SECTION 2.15. Taxes. (a) Any and all payments by or on account of any obligation of any Loan Party under any Loan Document shall be made free and clear of and without deduction for any Indemnified Taxes or Other Taxes, provided that if the Borrower shall be required to deduct any Indemnified Taxes or Other Taxes from such payments, then (i) the sum payable shall be increased as necessary so that after making all required deductions (including deductions applicable to additional sums payable under this Section) the Administrative Agent or Lender (as the case may be) receives an amount equal to the sum it would have received had no such deductions been made, (ii) the Borrower shall make such deductions and (iii) the Borrower shall pay the full amount deducted to the relevant Governmental Authority in accordance with applicable law.
(b) Without limiting the provisions of paragraph (a) above, the Borrower shall timely pay any Other Taxes to the relevant Governmental Authority in accordance with applicable law.
(c) The Borrower shall indemnify the Administrative Agent and each Lender within 10 days after written demand therefor, accompanied by a copy of the certificate and information to be delivered to the Borrower pursuant to this clause (c), for the full amount of any Indemnified Taxes or Other Taxes paid by the Administrative Agent or such Lender, as the case may be, on or with respect to any payment by or on account of any obligation of the Borrower under any Loan Document (including Indemnified Taxes or Other Taxes imposed or asserted on or attributable to amounts payable under this Section) and any penalties, interest and reasonable expenses arising therefrom or with respect thereto, whether or not such Indemnified Taxes or Other Taxes were correctly or legally imposed or asserted by the relevant Governmental Authority.
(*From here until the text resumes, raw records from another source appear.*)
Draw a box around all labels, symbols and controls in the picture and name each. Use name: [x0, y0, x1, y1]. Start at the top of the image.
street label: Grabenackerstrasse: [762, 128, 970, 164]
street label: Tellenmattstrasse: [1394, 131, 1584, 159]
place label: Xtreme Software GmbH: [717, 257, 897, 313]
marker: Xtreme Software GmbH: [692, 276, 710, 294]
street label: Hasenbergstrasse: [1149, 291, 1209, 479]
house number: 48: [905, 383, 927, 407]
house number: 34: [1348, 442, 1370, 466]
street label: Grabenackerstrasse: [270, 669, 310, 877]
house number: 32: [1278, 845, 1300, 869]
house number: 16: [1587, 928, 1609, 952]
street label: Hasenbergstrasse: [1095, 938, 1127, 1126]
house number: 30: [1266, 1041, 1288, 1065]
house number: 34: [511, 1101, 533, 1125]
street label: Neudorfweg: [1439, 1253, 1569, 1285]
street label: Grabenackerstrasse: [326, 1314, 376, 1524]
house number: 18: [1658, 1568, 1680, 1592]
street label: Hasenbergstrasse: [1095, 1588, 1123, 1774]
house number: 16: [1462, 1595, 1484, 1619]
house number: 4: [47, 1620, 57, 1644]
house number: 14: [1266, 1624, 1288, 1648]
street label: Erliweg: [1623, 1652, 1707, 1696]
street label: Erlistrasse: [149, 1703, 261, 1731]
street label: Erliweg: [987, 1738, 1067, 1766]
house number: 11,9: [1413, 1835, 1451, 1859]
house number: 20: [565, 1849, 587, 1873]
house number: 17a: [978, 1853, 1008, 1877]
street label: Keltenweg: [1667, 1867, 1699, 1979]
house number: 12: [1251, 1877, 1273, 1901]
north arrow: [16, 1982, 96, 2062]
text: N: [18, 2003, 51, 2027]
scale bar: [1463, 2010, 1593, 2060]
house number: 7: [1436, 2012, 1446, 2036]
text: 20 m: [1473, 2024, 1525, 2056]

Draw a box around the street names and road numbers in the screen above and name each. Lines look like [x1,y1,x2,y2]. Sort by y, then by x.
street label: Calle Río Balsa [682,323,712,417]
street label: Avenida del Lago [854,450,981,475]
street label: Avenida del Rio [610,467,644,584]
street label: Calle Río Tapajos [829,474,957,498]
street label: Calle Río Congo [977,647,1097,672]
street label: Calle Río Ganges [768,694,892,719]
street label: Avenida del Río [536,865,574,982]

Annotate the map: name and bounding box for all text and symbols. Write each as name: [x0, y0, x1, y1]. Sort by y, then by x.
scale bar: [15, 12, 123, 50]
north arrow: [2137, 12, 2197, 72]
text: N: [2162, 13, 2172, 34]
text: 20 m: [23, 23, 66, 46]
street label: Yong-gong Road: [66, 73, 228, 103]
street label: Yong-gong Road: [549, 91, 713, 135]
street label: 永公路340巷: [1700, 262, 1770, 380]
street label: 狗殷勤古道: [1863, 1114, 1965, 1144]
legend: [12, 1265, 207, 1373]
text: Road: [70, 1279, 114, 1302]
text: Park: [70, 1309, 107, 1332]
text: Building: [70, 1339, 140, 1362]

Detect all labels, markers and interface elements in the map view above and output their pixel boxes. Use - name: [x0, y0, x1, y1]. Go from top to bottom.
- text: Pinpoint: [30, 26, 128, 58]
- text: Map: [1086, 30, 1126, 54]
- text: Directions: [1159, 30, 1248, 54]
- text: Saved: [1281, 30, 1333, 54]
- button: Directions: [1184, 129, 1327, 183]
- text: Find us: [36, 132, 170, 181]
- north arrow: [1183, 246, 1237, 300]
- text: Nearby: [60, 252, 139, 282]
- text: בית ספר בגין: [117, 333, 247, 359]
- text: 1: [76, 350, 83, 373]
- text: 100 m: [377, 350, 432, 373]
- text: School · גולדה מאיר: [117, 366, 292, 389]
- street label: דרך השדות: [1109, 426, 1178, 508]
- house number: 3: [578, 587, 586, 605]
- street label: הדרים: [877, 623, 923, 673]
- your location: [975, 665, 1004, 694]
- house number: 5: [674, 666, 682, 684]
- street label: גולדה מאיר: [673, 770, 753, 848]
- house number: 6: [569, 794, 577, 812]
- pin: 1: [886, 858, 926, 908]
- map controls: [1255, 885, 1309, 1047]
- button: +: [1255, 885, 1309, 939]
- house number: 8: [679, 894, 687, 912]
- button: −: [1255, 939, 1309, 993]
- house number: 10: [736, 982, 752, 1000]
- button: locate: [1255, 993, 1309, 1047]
The certificate as to the amount of such payment or liability delivered to the Borrower by a Lender or by the Administrative Agent on its own behalf or on behalf of a Lender shall be conclusive absent manifest error.
(d) As soon as practicable after any payment of Indemnified Taxes or Other Taxes by the Borrower to a Governmental Authority, the Borrower shall deliver to the Administrative Agent the original or a certified copy of a receipt issued by such Governmental Authority evidencing such payment, a copy of the return reporting such payment or other evidence of such payment reasonably satisfactory to the Administrative Agent.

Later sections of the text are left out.